МОЯ ВИНА
Тридцатого октября утром я поехала в Лаврушинский переулок в "Авторские права" - посоветоваться с Г.Б.Хесиным. Хесин всегда казался нам интеллигентным, приятным. Думалось, что он прекрасно относится к Б.Л., да и ко мне. Когда я приезжала по делам в "Авторские права", Григорий Борисович целовал мне руку, усаживал в кресло, расспрашивал, весь — доброжелательность и сплошная готовность к услугам.
Увы, на этот раз, когда я больше всего нуждалась в совете и поддержке, Хесин окатил меня ледяным душем. Это был холодный, чопорный, сжатый, чужой человек.
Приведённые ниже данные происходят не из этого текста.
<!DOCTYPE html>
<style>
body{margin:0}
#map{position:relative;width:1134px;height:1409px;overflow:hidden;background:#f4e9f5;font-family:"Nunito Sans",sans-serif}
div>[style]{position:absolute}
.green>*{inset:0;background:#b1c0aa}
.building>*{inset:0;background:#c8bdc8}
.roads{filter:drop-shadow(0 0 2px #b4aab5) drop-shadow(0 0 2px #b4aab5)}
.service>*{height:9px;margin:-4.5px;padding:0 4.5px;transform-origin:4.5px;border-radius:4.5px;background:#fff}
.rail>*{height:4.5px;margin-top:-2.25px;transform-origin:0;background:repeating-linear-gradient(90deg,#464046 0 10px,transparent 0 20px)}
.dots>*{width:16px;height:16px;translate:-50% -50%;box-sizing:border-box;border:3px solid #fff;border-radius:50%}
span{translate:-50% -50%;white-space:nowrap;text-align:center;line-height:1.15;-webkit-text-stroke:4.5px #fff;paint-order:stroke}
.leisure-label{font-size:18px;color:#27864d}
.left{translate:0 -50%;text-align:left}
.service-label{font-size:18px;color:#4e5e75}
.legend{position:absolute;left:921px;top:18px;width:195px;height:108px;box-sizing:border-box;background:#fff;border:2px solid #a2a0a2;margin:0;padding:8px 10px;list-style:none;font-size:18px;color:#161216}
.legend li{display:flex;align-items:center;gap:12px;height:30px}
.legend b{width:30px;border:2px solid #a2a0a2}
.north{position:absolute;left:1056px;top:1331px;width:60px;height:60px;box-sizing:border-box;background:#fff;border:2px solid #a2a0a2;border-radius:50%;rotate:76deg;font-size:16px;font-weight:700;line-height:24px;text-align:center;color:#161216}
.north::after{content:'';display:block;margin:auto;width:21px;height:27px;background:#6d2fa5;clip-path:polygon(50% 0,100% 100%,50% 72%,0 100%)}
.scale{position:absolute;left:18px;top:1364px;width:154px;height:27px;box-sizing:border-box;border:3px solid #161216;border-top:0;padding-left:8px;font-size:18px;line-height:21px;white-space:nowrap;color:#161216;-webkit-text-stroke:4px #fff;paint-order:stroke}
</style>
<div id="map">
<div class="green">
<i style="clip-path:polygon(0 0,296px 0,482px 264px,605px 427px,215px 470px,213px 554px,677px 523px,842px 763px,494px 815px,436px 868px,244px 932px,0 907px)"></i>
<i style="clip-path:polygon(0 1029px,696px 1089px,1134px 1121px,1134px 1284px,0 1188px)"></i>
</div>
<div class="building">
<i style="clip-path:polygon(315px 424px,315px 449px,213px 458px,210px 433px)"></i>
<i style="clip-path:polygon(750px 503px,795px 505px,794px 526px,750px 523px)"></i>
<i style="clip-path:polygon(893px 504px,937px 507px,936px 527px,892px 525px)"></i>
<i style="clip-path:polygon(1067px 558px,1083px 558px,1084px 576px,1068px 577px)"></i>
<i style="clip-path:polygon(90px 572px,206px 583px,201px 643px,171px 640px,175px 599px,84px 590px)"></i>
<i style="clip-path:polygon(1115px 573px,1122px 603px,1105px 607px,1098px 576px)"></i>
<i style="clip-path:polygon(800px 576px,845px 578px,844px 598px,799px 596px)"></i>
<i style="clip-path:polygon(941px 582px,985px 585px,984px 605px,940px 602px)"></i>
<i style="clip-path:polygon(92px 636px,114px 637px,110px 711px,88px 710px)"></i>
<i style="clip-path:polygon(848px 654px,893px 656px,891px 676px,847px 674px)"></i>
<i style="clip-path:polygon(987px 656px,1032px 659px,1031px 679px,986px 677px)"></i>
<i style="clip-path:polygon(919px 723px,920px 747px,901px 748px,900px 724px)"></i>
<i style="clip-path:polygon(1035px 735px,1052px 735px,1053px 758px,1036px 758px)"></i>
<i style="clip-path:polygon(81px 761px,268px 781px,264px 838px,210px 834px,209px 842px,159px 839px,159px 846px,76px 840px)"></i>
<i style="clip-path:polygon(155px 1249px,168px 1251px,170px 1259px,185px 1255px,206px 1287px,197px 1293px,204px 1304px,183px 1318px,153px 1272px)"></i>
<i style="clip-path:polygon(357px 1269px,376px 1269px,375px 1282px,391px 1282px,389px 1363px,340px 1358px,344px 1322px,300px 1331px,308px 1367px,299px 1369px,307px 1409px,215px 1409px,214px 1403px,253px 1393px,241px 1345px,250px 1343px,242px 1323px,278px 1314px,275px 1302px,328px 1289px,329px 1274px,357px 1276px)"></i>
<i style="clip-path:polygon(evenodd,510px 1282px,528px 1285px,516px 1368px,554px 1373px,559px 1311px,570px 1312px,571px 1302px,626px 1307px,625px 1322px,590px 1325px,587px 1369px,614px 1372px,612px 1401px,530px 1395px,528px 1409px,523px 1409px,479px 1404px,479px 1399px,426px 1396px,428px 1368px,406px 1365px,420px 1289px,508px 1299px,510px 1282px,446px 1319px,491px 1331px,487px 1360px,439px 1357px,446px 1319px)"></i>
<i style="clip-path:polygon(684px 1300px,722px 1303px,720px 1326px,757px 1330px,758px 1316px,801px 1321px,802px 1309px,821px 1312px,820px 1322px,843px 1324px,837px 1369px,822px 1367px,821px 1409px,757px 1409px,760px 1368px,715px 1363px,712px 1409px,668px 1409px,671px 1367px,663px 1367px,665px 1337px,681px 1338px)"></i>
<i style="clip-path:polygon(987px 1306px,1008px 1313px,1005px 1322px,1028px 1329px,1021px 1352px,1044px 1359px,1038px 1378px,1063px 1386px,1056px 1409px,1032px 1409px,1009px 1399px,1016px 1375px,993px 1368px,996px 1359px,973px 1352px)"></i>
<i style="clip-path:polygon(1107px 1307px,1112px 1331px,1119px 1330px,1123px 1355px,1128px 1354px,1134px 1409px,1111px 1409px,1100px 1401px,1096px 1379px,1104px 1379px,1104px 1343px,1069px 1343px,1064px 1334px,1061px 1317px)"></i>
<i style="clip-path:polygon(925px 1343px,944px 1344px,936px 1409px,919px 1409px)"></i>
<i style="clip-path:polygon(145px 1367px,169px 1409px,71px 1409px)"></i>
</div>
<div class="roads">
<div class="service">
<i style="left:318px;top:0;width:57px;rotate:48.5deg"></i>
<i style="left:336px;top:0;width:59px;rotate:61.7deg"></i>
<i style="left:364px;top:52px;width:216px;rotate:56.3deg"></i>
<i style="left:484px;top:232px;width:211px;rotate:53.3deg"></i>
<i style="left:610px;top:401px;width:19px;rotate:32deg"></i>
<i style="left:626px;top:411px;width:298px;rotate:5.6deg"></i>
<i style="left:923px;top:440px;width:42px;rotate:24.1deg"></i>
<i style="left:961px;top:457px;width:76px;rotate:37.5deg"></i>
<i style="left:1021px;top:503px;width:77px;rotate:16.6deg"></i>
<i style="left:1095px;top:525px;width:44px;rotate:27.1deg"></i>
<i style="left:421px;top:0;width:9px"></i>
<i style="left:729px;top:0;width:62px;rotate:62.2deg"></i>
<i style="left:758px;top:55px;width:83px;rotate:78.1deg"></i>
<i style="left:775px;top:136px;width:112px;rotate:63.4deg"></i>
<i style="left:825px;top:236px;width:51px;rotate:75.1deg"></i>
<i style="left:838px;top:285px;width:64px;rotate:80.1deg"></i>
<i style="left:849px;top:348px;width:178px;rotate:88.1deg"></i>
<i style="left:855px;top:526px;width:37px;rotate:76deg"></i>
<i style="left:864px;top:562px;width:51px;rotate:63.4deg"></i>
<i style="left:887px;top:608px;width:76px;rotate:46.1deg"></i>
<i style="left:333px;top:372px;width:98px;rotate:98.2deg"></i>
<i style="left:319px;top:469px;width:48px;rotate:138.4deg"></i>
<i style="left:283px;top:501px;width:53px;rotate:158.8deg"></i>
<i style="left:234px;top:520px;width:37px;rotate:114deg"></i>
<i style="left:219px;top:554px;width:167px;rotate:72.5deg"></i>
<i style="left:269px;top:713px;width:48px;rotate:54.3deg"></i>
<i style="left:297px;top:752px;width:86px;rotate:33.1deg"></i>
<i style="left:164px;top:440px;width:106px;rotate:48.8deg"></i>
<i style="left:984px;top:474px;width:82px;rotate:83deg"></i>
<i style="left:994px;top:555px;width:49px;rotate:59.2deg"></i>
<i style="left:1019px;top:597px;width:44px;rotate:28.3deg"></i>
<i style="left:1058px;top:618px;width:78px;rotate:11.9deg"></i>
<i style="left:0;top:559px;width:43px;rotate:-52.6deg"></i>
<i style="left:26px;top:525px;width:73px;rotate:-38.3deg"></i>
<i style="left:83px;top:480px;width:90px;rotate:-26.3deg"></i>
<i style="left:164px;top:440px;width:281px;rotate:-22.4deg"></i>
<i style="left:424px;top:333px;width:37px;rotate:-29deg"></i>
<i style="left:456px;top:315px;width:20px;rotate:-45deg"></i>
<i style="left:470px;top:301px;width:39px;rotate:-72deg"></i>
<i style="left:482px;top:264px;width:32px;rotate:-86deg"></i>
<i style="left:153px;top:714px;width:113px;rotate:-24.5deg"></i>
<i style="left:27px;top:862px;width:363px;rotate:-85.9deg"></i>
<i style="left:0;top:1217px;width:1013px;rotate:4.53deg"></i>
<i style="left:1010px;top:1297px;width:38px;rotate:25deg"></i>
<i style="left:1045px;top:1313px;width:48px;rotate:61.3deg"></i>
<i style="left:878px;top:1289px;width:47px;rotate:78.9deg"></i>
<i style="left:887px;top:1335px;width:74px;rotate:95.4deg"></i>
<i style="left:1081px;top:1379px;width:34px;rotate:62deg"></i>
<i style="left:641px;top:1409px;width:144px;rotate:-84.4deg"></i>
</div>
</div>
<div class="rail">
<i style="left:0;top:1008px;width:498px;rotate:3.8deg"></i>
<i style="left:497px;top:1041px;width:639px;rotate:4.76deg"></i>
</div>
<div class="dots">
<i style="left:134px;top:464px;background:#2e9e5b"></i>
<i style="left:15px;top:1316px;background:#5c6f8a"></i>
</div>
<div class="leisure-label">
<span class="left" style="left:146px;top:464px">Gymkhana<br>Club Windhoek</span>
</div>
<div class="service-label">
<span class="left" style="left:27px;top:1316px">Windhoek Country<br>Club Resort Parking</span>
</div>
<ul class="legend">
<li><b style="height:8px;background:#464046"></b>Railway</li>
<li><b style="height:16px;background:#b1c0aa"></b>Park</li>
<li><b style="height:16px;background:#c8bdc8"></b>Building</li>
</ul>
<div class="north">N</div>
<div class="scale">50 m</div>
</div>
Корректно поклонившись, он выжидающе на меня уставился.
— Григорий Борисович, я приехала к вам за поддержкой, скажите, ну что нам делать? Вот была я вчера в Союзе, там волновались за Б.Л., говорили мне быть неотступно при нем; я даже успокоилась, как вдруг — это ужасное выступление Семичастного; что же нам делать?
— Ольга Всеволодовна, — почему-то очень громко и четко выговаривая каждое слово, начал Хесин, — теперь советовать вам мы уже больше не сможем. Я считаю, что Пастернак совершил предательство и стал пособником холодной войны, внутренним эмигрантом. Некоторые вещи ради своей родины нельзя прощать. Нет, советовать тут я вам ничего не могу.
Потрясенная метаморфозой Хесина, я вскочила и, не попрощавшись с ним, вышла в коридор, хлопнув дверью. Невидящими глазами уставилась в вестибюле на какую-то стенгазету с юмористическими картинками, хотела успокоиться, собраться с силами. И почти тотчас же за моей спиной раздался молодой, приятный голос:
— Ольга Всеволодовна, ради Бога обождите! Я так боялся, что Вы ушли.
Это был один из молодых адвокатов. У него было нежное девическое лицо, невинные глаза, словом, вполне подкупающая внешность. Звали его Зоренька.
— Я всеми силами хочу вам помочь, — говорил Зоренька, — для меня Борис Леонидович святой! Вы сейчас не очень хорошо понимаете обстановку. Давайте условимся, где нам можно встретиться и все обсудить.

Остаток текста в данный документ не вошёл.